The landmark Harvard Six Cities study is one such example. Published in 1993, Six Cities revealed a strong link between air pollution and life expectancy. The study, and others that followed, served as the basis for federal regulations that have reduced fine particulate matter in the air we breathe, and the long-term analyses published since these regulations were implemented indicate that the long-term health and economic benefits have been remarkable.

Despite these demonstrated benefits, Six Cities has repeatedly been cited as an example of “secret science,” a charge that its science cannot be trusted because some of the underlying data is not available for public scrutiny. Harvard has shared significant information and cooperated entirely in a full independent reanalysis of the data by the Health Effects Institute (HEI), which confirmed the validity of the findings. Through that process and since, Harvard has protected the personal health information and identity of study participants, who were guaranteed confidentiality. That commitment to confidentiality is necessary for contractual and legal reasons. to be sure, but also to assure the potential research volunteers that Harvard will always protect their private health information. If not, individuals may be dissuaded from participating in new studies, and the quality of future science would suffer.
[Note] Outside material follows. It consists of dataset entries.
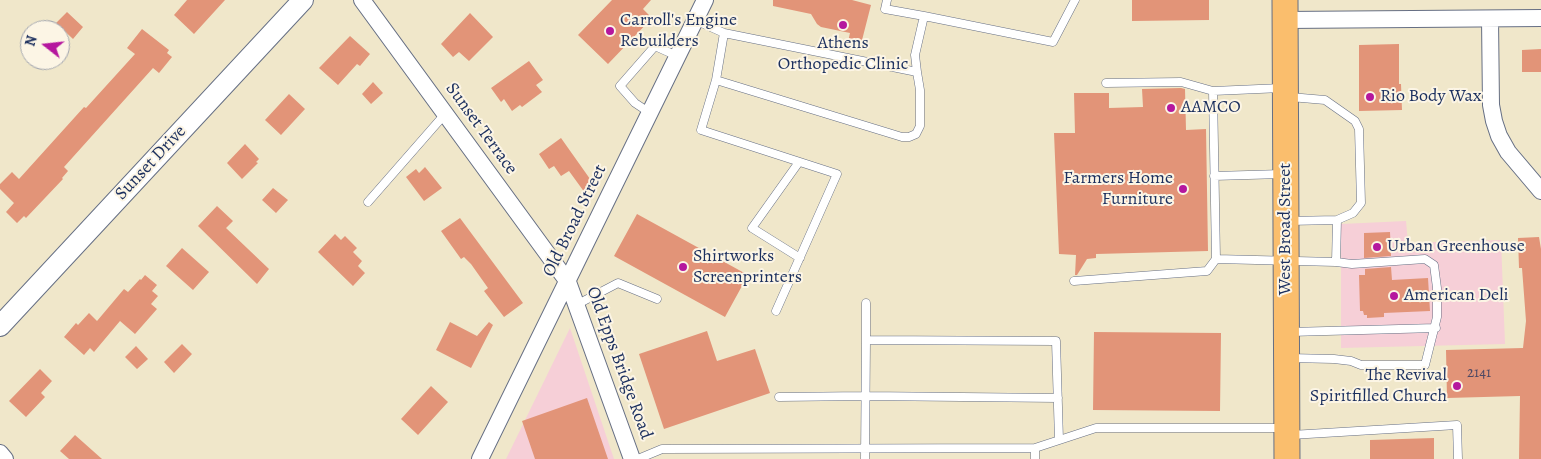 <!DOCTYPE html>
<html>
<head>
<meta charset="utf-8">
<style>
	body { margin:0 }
	#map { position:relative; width:1541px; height:459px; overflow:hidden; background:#f0e7ca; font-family:Alegreya,serif }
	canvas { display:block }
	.north { position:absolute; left:20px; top:20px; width:50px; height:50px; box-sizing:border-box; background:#fcf5e5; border:1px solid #a2a6af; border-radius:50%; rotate:286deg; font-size:14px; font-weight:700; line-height:20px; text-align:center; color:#1b2f5e }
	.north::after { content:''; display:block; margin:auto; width:18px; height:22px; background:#b5179e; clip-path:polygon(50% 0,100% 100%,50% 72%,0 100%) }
</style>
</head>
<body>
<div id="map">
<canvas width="1541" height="459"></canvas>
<div class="north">N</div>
</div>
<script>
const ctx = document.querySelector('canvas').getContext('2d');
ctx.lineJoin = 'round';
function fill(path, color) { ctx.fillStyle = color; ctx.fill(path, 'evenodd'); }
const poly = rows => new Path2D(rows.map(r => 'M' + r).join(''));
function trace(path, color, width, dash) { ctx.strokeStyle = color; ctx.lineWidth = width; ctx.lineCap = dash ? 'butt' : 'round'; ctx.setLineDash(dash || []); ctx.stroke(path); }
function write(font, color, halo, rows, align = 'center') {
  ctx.font = font + ' Alegreya,serif'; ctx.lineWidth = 4; ctx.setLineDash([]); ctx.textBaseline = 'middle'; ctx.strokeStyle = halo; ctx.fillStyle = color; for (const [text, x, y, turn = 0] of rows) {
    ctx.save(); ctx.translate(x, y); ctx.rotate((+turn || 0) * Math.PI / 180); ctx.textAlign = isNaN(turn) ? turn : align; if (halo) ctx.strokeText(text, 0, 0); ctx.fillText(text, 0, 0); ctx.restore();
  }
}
const built = poly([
	[1406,221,1408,243,1501,240,1505,344,1341,348,1341,224],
	[570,328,614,459,506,459]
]);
const building = poly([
	[187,0,225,0,194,34,174,15],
	[612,0,651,0,643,9,652,18,608,64,578,35],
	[773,0,852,0,871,5,860,48,847,46,850,33,821,27,817,24,811,14,773,6],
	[1132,0,1209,0,1209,20,1132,21],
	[67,12,83,27,73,39,56,23],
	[470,13,493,37,469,61,459,52,453,57,441,44],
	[142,29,169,50,167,53,172,57,159,73,153,68,64,167,68,171,62,178,63,179,26,218,24,216,17,223,6,212,14,203,0,189,0,184,12,172,19,179,84,107,86,108,135,54,127,48],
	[350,36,370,54,360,66,357,64,338,85,319,68],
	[1399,44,1399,84,1401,84,1402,110,1359,111,1359,45],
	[1541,49,1541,72,1522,72,1522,50],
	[529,61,543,80,536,85,542,92,522,107,520,105,512,111,504,99,501,102,491,88],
	[373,82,383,93,371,104,362,94],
	[1181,88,1185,89,1186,130,1206,129,1208,251,1096,254,1096,258,1087,259,1077,275,1075,275,1076,255,1059,254,1054,133,1075,133,1074,93,1109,93,1109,108,1143,107,1142,89],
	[289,94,305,109,281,135,265,120],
	[561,138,595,186,585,193,569,171,561,176,554,166,549,169,539,154],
	[245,144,259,159,256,162,258,163,242,179,227,163],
	[425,167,442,188,424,201,406,177,416,169,419,173],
	[273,188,288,200,276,213,262,200],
	[217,206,233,221,226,228,269,269,257,284,198,226],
	[637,214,748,275,725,317,614,256],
	[460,218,523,303,504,317,484,291,488,288,471,264,464,257,461,259,441,231],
	[1390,232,1391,256,1364,258,1364,233],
	[335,234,341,240,345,236,357,248,353,252,362,261,358,266,365,273,353,286,318,252],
	[1539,237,1541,249,1541,459,1519,459,1520,396,1447,398,1446,350,1523,348,1526,321,1522,268,1519,268,1518,238],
	[182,248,209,272,193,290,166,266],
	[1391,267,1392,280,1428,278,1430,311,1384,313,1384,317,1367,318,1367,315,1364,315,1363,311,1360,311,1359,275,1365,275,1365,269],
	[145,275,157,285,152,291,158,296,151,304,157,309,135,334,120,321,94,352,90,348,84,355,64,337,76,323,78,325,89,313,97,321,124,289,128,292,140,279,141,280],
	[450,322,477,336,489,322,493,325,471,368,436,350],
	[707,331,717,361,755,349,770,393,664,429,639,354],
	[1094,332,1221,333,1220,411,1093,410],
	[182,344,192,354,174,373,164,362],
	[136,346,148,359,137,369,125,357],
	[40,369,52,381,41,393,45,397,26,417,9,401],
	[431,386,448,402,418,435,401,419],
	[587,398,608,459,535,459,522,421],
	[75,435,102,459,69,459,60,451],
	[1434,438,1434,459,1370,459,1370,440]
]);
const service = poly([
	[887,0,885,9,924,16],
	[695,20,724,33,917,72,920,90,920,126,916,134,909,137,902,137,716,80,724,33],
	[917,72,915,55,924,16,1053,42,1075,0],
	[716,80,701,130,837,174,776,311],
	[1106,83,1181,82,1213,91],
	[650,113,635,103,620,86,655,46,677,56],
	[799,162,752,228,800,258],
	[1214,176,1282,174],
	[368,202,445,114],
	[1288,221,1337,220,1353,213,1361,203,1359,129,1355,121,1325,100,1290,97],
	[1216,259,1213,91,1282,88],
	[1336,262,1337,220],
	[1074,281,1207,271,1216,259,1336,262,1352,264,1425,259,1434,265,1437,288,1437,317,1425,365,1361,365,1351,361,1334,359,1289,358],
	[576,305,618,283,657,299],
	[1290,332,1436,328],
	[866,340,866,303],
	[779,397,865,396,1058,398],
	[1291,435,1457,425,1458,459],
	[638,459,662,449,1035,448,1096,428,1283,428],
	[865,459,866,340,1056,341,1059,440],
	[1035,459,1035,448]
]);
const minor = poly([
	[362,0,568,282,632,459],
	[1490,19,1491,105,1494,121,1499,136,1508,152,1541,191],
	[1285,20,1541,18],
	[0,453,5,459],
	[480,459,705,0]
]);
const tertiary = poly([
	[0,326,303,0]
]);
const primary = poly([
	[1285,0,1287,459]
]);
const markers = [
	[843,25,5,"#b5179e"],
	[610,31,5,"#b5179e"],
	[1370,97,5,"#b5179e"],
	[1171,108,5,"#b5179e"],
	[1183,189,5,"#b5179e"],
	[1377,247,5,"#b5179e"],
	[683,267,5,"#b5179e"],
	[1394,296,5,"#b5179e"],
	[1457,386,5,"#b5179e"]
];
const numberNames = [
	["2141",1479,373]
];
const poiNames = [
	["Carroll's Engine",620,21],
	["Rebuilders",620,42],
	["Athens",843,44,"center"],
	["Orthopedic Clinic",843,65,"center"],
	["Rio Body Wax",1380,97],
	["AAMCO",1181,108],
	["Farmers Home",1173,179,"right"],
	["Furniture",1173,200,"right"],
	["Urban Greenhouse",1387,247],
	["Shirtworks",693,257],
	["Screenprinters",693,278],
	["American Deli",1404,296],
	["The Revival",1447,376,"right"],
	["Spiritfilled Church",1447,397,"right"]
];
const streetNames = [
	["Sunset Terrace",481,129,54],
	["Sunset Drive",151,163,-47],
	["Old Broad Street",575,221,-64],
	["West Broad Street",1286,229,-90],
	["Old Epps Bridge Road",619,363,70]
];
fill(built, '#f6cfd7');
fill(building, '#e29478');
trace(service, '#666f84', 9);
trace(minor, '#666f84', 18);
trace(tertiary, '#666f84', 22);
trace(primary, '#666f84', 27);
trace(service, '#fff', 8);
trace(minor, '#fff', 16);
trace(tertiary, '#fff', 20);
trace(primary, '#fabe6d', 25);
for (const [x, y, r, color] of markers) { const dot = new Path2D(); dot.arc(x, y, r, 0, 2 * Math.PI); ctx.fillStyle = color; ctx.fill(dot); trace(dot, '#fcf5e5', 2); }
write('15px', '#4d4864', null, numberNames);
write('18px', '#1b2f5e', '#fcf5e5', poiNames, 'left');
write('18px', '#1b2f5e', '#fcf5e5', streetNames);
</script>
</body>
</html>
Beyond the HEI reanalysis, the findings of Six Cities have been replicated numerous times in many independent studies using different study designs, larger numbers of enrollees, broader geographical distributions across multiple regions of the world, and increasingly sharp analytical tools. The number of studies replicating Six Cities’ original findings demonstrate the soundness of the scientific process and have established an extensive foundation of literature whose conclusions are just as important to the weight of evidence as Six Cities itself. To call such science “secret” is to misrepresent the scientific process. Replication of results using different data, not revelation of personally identifiable health data, is the strength by which we should measure our science.

The well-established link between air quality and life expectancy is but one example of critical public health information that could be forced out of policy formation by this rule. Science is not undertaken solely for the joy of knowing; it is an effort to improve ourselves, our lives, and our world. I urge you to reject this proposed policy change and the long-term damage it will do to our health, our communities, and our nation.